In the case of the U.S. Midwest, for instance, farmers benefit from generous crop insurance funds to cover the losses in corn and soy, and these benefits have only increased under the latest Farm Bill. However, as the Institute for Agriculture and Trade Policy reports, “acknowledgement of increased risk for agriculture has not been coupled with any specific acknowledgement of its primary cause—climate change—or of farmers’ need to take steps to make their cropping systems more resilient to extreme weather.” In short, farmers are financially encouraged to do more of the same, despite rapidly deteriorating conditions, and at a hefty cost to taxpayers. In a particularly absurd move, some are now proposing to fund this year’s crop insurance by cutting into conservation programs.

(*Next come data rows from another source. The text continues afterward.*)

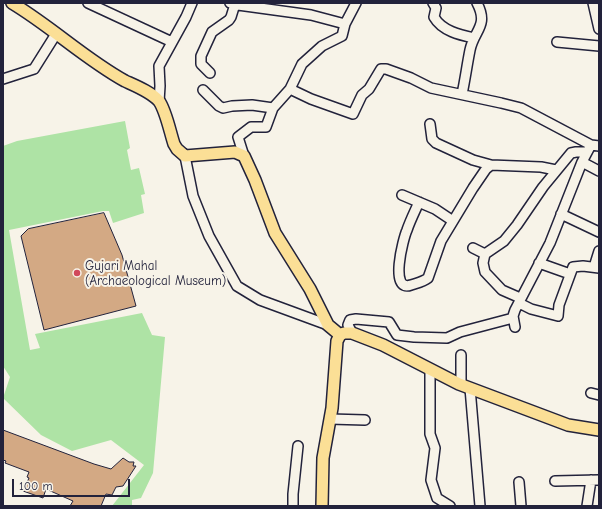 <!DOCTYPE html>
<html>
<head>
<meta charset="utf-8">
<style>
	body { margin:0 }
	#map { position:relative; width:602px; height:509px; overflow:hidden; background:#f7f3e8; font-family:"Comic Neue",sans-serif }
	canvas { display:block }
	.frame { position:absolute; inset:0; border:4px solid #22223b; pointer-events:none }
	.scale { position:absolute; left:12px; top:479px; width:118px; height:18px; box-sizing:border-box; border:2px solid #22223b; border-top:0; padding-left:5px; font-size:12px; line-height:14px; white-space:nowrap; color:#22223b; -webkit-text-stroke:3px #f7f3e8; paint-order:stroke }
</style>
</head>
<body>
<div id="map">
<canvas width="602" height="509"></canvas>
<div class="frame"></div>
<div class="scale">100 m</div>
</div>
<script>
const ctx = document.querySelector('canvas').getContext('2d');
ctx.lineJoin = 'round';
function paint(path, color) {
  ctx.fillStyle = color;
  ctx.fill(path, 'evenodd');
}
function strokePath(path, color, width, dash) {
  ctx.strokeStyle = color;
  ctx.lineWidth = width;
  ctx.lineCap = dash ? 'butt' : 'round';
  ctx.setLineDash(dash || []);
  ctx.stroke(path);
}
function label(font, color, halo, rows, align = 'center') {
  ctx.font = font + ' "Comic Neue",sans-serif';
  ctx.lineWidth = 4;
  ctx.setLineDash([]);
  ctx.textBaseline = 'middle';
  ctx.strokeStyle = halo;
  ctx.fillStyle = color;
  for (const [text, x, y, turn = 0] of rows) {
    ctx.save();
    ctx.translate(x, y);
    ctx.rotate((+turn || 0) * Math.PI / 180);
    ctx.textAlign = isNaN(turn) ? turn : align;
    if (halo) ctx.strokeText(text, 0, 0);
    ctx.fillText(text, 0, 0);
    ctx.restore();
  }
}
const green = new Path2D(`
	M 125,121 L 130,148 L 127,150 L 131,170 L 139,168 L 145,194 L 141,195 L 144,213 L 113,223 L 109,211 L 103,211 L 9,230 L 30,350 L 40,348 L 35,334 L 142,313 L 152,335 L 165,337 L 153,473 L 141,498 L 132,500 L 132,506 L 112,506 L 144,465 L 111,440 L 72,451 L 41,435 L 3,398 L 10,377 L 3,366 L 3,146 L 17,141 Z`);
const building = new Path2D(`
	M 104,213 L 122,255 L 136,306 L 44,330 L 21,236 L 28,229 Z
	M 3,430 L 94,464 L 111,469 L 123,458 L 129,462 L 134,462 L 133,466 L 136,466 L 123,486 L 116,487 L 112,495 L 106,494 L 101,506 L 70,506 L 73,501 L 46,489 L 43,498 L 23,491 L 29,478 L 27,477 L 29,472 L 5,463 L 6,461 L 3,460 Z`);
const minor = new Path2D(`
	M 88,3 L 172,42
	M 230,3 L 238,5 L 311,15 L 345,24 L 356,3
	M 433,3 L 436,8 L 434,17 C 442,31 460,35 474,38
	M 593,3 L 599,29
	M 345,24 L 342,36 L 322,46 L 302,64 L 290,89 L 311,99 L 353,114 L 362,95 L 369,89 L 381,69 L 386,69 L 411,78 L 431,88 L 501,103 L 521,108 L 591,145 L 599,146
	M 557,42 L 599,46
	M 210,73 L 201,64 L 201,56 L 212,32 L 229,20 L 231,17 L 235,4
	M 3,79 L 34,69 L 56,34
	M 203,90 L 219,106 L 223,108 L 232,106 L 252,105 L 273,108
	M 462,94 C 465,80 467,65 470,50 C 474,30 489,26 477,3
	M 159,102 L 160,86 L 159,66 L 186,17 L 192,3
	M 430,124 L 432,139 L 436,143 L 473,160 L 491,165
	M 185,156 L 193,196 L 209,236 L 237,286 L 260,300 L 328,325
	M 244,156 L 238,137 L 251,127 L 266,127 L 273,108 L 290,89
	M 582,162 L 599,171
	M 402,195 L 435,209 L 453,221
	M 419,202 C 415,211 410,221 407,230 C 403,239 389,293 411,285 C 417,283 423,282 428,278 L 441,241 L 473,188 L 486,169 L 491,165 L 541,167 L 556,170
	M 561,214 L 599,232
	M 473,248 L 485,254 L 483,263 L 485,272 L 502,290 L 518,297 L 520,301
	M 485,254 L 504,241 L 517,225 L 543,187 L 571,153 L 576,152 L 587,152
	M 539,263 L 570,274
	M 594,267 L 599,251
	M 519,303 L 531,309 L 558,316 L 559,305 L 573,267 L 583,266 L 599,268
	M 515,327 L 513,316 L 515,310 L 550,243 L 582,162 L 591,145
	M 352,333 L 348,325 L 350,320 L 356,319 L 389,322 L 397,335 L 414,337 L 447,338 L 460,332 L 513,318
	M 461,355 L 461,385
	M 430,370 L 430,434 L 435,448 L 431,480 L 437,498 L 450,506
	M 470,388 L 480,506
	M 591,393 L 599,395
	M 330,419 L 365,420
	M 555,481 L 599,480
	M 519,482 L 521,506
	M 293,506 L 293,494 L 298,446
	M 587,506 L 591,480`);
const major = new Path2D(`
	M 12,3 C 52,27 85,59 125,81 C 136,86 151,92 159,101 C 166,111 170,132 174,144 L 177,149 L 185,156 L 235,152 L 244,156 L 255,180 L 275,233 L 310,289 L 328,325 L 340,335
	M 340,335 L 344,333 L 352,333 L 383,345 L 459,384 L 568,425 L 599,430
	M 322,506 L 323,458 L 332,408 L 337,341 L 340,335`);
const markers = [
	[77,273,4,"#d1495b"]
];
const poiNames = [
	["Gujari Mahal",85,266],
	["(Archaeological Museum)",85,281]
];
paint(green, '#aee3a5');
paint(building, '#d3a984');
strokePath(building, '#22223b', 1);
strokePath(minor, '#22223b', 12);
strokePath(major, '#22223b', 14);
strokePath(minor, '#f7f3e8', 9);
strokePath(major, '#fbdf96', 11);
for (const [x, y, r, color] of markers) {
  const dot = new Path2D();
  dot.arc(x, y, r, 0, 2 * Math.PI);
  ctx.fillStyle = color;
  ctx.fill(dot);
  strokePath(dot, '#f7f3e8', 1.5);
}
label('13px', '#22223b', '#f7f3e8', poiNames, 'left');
</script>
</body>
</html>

It would be easy to marvel at the fact that an intensely exploited portion of U.S. land has been feeding much of the world for decades. In the face of unprecedented environmental change, however, it is also necessary to take an honest look at a system that distorts the global market, nurtures dependence, and creates vulnerability. Worldwatch’s Nourishing the Planet program recently highlighted 12 agricultural innovations to improve drought resilience. Ranging from agroforestry to rotating crops and “Meatless Mondays,” some of these innovations come from other countries, and all of them emphasize one thing: diversity. Diversity in plants, in farming practices, in protein sources, and, I would add, diversity in producing countries.
Both the European Union and the United States will have trouble maintaining their subsidies and insurances in the midst of climate disruptions and slow economic recovery, and cutting into conservation funds to pay the bill would be spectacularly misguided. Innovations gathered by Worldwatch tell a different story: as nations start looking elsewhere for new crops, concentrated, subsidized agricultural systems should start looking elsewhere for new ideas.
Antoine Ebel is a Climate and Energy intern at the Worldwatch Institute.